*** Task input ***

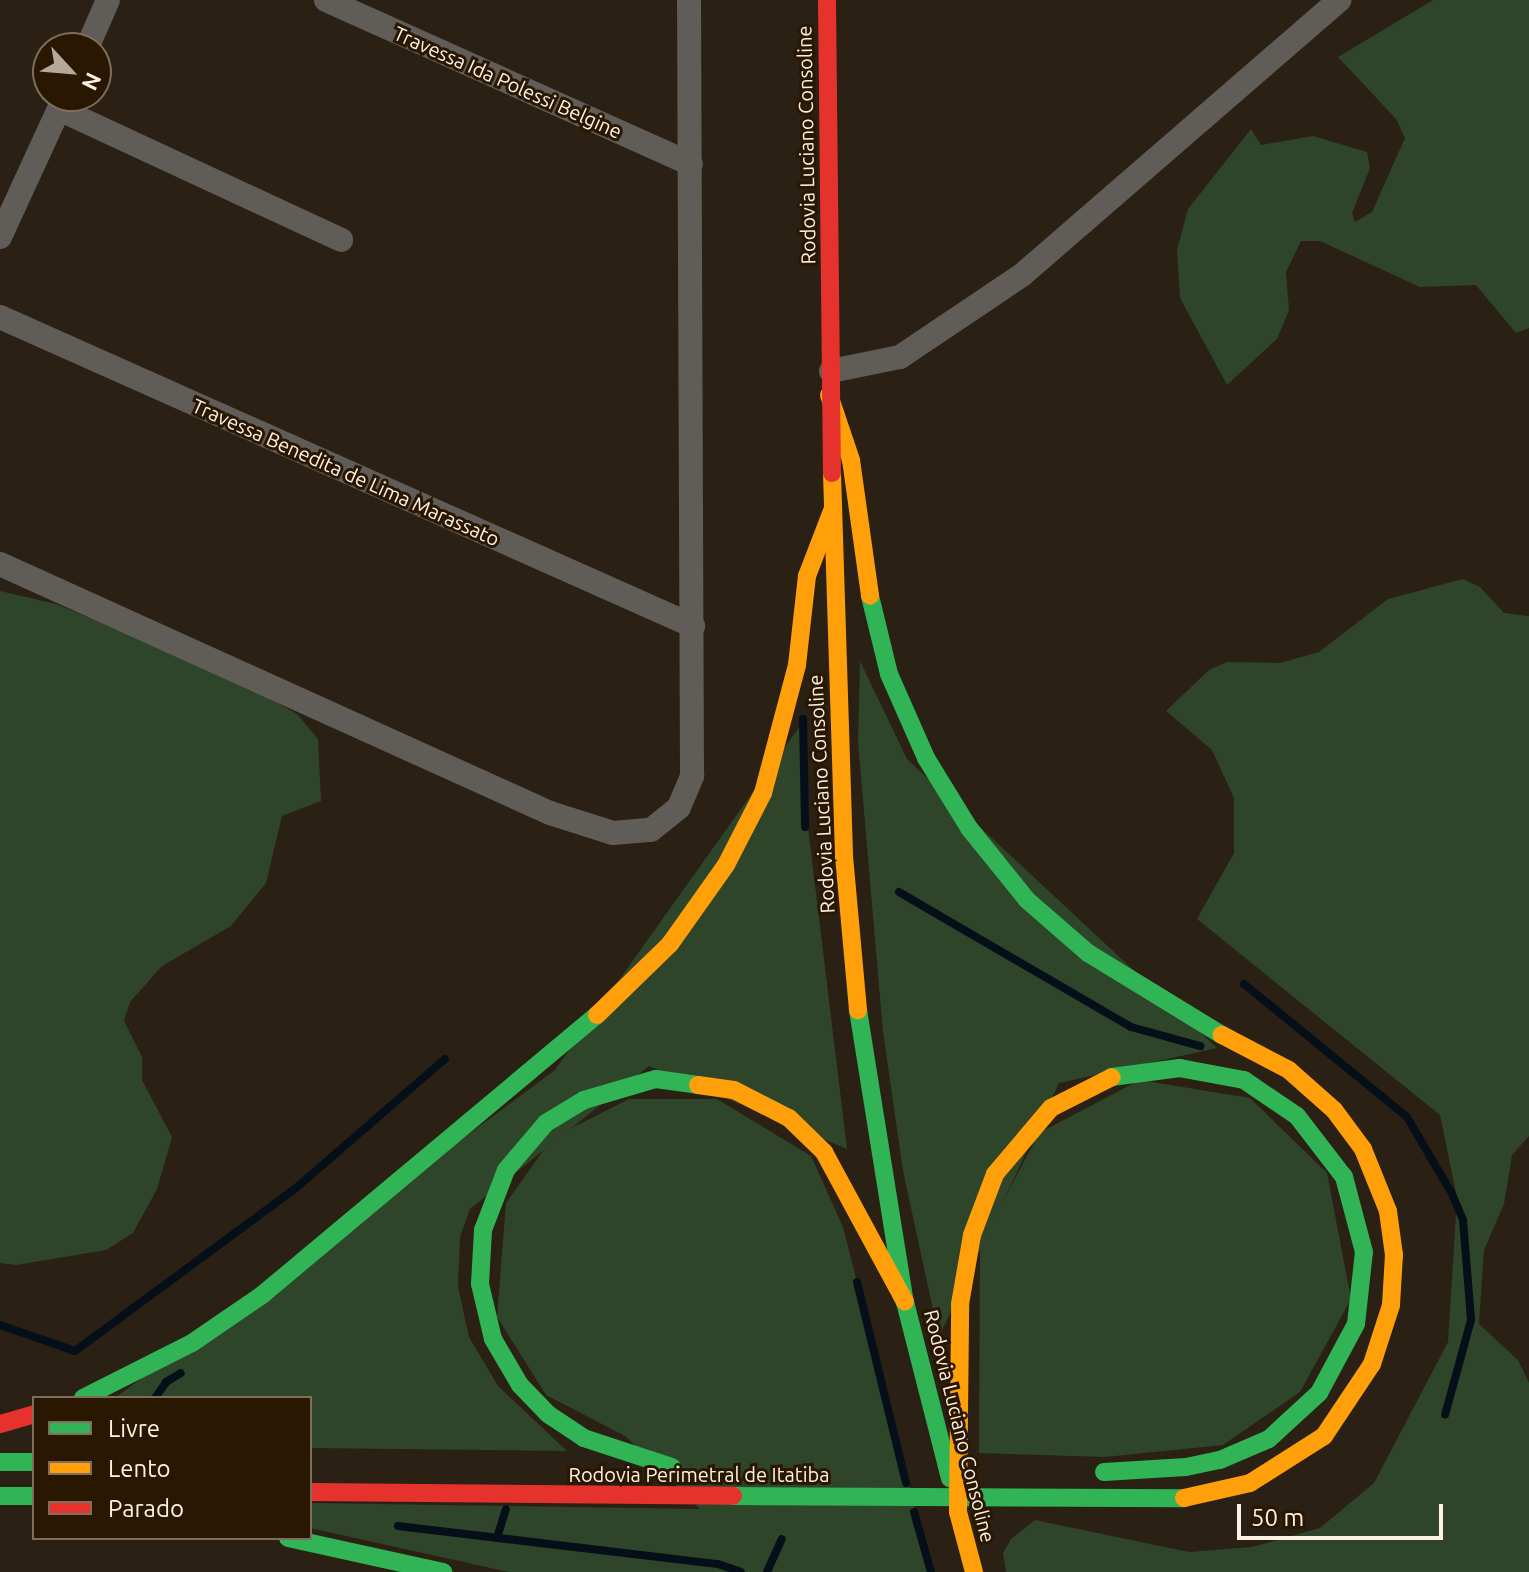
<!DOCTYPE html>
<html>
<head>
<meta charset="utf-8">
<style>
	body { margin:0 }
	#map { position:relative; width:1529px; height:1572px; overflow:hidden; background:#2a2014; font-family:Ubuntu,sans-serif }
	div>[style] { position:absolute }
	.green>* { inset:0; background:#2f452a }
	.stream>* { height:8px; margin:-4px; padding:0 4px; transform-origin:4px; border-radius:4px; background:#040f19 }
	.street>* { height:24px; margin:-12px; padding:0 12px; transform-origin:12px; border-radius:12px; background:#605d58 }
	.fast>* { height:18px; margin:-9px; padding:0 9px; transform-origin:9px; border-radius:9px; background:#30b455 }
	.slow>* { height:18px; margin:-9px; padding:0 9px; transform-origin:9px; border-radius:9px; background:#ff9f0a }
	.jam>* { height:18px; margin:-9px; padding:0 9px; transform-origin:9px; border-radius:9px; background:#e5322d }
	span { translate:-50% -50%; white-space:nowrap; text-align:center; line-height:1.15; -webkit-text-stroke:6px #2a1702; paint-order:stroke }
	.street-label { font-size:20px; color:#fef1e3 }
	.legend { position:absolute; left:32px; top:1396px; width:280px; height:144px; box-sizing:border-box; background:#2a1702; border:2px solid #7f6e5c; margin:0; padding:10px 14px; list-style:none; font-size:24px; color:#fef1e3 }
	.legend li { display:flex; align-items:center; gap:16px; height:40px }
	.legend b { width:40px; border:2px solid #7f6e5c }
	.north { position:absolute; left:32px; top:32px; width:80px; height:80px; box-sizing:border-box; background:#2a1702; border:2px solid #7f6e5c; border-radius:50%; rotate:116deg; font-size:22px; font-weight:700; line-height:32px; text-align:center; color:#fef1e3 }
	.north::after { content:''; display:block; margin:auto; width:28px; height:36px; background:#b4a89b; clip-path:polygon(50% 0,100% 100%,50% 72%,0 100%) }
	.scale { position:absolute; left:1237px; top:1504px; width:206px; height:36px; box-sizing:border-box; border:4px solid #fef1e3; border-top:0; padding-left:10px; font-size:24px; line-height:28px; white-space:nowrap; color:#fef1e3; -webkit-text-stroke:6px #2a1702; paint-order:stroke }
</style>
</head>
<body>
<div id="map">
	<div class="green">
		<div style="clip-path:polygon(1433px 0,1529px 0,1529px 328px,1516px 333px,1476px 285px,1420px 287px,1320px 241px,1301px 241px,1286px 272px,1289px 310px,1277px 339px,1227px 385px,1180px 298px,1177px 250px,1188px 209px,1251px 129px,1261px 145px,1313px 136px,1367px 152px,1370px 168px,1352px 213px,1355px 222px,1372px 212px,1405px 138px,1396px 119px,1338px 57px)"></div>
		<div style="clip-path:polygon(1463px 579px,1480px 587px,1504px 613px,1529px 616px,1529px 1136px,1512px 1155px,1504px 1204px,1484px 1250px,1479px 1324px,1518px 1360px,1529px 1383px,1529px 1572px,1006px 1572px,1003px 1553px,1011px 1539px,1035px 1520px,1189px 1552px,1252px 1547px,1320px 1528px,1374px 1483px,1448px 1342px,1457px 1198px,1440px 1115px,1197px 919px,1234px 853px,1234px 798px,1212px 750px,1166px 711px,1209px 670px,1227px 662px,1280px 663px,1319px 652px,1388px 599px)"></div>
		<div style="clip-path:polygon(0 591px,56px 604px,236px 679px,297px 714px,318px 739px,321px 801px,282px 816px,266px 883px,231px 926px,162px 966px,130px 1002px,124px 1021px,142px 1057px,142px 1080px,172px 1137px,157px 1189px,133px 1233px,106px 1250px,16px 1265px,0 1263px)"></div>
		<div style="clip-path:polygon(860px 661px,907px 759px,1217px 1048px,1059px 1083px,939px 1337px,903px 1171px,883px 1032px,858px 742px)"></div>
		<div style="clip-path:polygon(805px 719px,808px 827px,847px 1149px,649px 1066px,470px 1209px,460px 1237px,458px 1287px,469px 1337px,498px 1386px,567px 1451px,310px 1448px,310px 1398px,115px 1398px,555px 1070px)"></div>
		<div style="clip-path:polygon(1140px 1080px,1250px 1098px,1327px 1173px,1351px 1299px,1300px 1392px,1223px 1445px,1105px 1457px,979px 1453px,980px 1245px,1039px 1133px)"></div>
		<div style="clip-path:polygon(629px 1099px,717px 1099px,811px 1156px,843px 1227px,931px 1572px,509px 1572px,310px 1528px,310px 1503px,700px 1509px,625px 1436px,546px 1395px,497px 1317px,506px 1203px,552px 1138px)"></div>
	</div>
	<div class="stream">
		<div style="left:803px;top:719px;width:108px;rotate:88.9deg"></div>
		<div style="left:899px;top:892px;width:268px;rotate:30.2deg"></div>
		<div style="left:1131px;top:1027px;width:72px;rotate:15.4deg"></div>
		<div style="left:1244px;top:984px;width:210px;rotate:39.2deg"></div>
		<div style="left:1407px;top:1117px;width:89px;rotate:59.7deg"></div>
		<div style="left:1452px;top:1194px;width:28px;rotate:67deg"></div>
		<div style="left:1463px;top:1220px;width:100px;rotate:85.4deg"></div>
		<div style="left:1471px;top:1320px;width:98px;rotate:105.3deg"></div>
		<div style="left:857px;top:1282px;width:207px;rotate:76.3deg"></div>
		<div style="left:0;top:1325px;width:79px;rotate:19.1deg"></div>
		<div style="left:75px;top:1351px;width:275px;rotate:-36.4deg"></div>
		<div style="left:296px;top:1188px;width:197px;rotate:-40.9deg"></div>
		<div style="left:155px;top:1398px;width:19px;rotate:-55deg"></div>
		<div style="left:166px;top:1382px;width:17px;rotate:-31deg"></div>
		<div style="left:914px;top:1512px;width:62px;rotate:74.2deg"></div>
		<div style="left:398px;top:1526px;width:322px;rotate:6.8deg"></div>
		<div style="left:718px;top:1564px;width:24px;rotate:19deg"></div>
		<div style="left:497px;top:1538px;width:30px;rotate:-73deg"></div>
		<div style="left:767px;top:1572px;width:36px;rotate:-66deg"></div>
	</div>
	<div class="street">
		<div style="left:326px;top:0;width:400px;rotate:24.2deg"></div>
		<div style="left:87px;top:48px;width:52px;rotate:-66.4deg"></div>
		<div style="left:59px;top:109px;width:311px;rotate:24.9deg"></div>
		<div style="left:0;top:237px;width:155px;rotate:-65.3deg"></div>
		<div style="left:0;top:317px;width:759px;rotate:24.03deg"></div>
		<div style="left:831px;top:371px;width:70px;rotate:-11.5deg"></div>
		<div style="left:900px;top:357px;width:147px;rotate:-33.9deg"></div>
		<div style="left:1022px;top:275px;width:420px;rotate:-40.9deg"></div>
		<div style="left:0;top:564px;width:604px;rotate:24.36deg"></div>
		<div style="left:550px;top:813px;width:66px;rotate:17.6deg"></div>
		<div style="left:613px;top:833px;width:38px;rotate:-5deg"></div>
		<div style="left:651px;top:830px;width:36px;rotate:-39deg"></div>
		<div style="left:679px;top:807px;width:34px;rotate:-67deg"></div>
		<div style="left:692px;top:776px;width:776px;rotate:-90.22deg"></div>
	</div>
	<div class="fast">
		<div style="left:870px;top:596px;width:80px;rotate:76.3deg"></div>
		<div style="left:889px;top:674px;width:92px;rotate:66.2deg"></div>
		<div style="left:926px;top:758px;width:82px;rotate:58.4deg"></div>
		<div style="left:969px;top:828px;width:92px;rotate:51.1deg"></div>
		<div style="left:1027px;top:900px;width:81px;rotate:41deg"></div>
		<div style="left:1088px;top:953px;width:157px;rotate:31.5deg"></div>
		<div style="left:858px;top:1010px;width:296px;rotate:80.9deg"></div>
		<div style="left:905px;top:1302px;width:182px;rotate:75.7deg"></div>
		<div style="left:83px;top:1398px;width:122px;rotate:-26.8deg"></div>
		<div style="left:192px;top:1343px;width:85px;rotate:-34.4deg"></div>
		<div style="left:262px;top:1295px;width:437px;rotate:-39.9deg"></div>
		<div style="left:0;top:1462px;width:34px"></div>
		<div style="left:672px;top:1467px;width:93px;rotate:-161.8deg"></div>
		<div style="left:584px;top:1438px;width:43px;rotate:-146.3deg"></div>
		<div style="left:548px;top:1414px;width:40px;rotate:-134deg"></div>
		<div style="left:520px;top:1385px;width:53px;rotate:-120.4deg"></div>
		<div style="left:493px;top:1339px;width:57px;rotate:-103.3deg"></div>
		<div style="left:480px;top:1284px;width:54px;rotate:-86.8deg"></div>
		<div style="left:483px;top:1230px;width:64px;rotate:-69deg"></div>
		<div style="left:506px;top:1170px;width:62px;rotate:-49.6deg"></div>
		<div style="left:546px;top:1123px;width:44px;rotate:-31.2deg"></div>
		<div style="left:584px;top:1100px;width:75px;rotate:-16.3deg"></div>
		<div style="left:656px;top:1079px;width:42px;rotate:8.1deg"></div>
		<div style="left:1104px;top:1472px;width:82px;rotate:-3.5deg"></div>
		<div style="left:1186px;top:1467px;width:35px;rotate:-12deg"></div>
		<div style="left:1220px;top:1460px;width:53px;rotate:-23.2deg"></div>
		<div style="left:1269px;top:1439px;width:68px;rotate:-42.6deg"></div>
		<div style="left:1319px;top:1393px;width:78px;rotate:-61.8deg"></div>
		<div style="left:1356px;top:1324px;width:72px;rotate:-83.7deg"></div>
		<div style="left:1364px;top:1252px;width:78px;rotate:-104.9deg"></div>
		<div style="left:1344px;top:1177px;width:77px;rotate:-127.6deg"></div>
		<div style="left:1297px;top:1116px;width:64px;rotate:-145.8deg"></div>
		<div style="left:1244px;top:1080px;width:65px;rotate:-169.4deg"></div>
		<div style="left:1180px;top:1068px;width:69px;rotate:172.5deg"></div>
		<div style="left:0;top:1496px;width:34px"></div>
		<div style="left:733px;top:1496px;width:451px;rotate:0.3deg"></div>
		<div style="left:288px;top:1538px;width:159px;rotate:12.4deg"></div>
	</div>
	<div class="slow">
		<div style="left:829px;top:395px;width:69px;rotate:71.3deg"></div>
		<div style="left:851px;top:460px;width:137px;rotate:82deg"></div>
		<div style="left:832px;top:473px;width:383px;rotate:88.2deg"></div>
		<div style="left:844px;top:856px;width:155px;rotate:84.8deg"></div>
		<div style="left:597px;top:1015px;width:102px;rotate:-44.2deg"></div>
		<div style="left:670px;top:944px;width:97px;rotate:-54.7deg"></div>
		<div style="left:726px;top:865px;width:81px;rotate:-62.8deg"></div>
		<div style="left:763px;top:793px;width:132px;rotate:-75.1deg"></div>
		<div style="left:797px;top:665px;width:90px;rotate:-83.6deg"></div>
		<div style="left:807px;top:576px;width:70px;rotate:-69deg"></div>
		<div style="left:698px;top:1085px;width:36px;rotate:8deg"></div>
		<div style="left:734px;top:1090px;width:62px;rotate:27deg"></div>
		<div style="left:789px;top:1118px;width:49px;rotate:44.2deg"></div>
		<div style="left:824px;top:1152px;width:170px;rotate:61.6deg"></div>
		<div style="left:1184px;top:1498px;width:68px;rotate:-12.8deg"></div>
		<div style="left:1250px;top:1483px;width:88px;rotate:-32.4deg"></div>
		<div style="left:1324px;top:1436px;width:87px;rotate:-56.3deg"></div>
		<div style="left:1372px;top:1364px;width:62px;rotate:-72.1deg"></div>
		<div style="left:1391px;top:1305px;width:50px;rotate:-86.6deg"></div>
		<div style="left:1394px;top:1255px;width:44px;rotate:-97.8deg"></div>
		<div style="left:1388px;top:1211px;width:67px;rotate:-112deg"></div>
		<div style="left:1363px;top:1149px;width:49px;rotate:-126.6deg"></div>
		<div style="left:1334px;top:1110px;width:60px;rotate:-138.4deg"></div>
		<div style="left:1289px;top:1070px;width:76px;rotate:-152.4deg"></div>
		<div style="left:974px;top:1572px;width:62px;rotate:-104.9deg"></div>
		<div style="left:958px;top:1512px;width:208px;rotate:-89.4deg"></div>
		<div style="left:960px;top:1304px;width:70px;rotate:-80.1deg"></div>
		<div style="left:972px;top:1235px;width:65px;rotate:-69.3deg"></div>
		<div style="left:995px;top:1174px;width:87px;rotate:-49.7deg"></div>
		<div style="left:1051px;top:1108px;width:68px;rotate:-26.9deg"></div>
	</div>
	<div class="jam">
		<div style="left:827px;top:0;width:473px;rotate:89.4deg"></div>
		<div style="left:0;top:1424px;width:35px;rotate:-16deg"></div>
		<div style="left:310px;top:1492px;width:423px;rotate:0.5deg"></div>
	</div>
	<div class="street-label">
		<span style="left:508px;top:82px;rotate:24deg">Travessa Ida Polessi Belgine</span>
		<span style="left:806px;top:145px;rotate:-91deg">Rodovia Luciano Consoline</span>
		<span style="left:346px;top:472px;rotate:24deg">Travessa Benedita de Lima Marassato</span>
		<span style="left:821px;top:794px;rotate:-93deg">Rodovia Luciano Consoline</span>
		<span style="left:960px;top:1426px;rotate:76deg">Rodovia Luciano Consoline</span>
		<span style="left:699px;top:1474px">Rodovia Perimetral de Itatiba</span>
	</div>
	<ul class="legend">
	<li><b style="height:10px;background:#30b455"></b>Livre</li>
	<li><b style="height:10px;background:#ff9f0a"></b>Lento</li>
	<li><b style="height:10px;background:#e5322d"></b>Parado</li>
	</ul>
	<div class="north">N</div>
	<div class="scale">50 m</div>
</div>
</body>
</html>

***

> [What you have to do]:
Where the word "class" appears in a line of the entries above, count that line; give only the number.

> [Completed exercise]:
10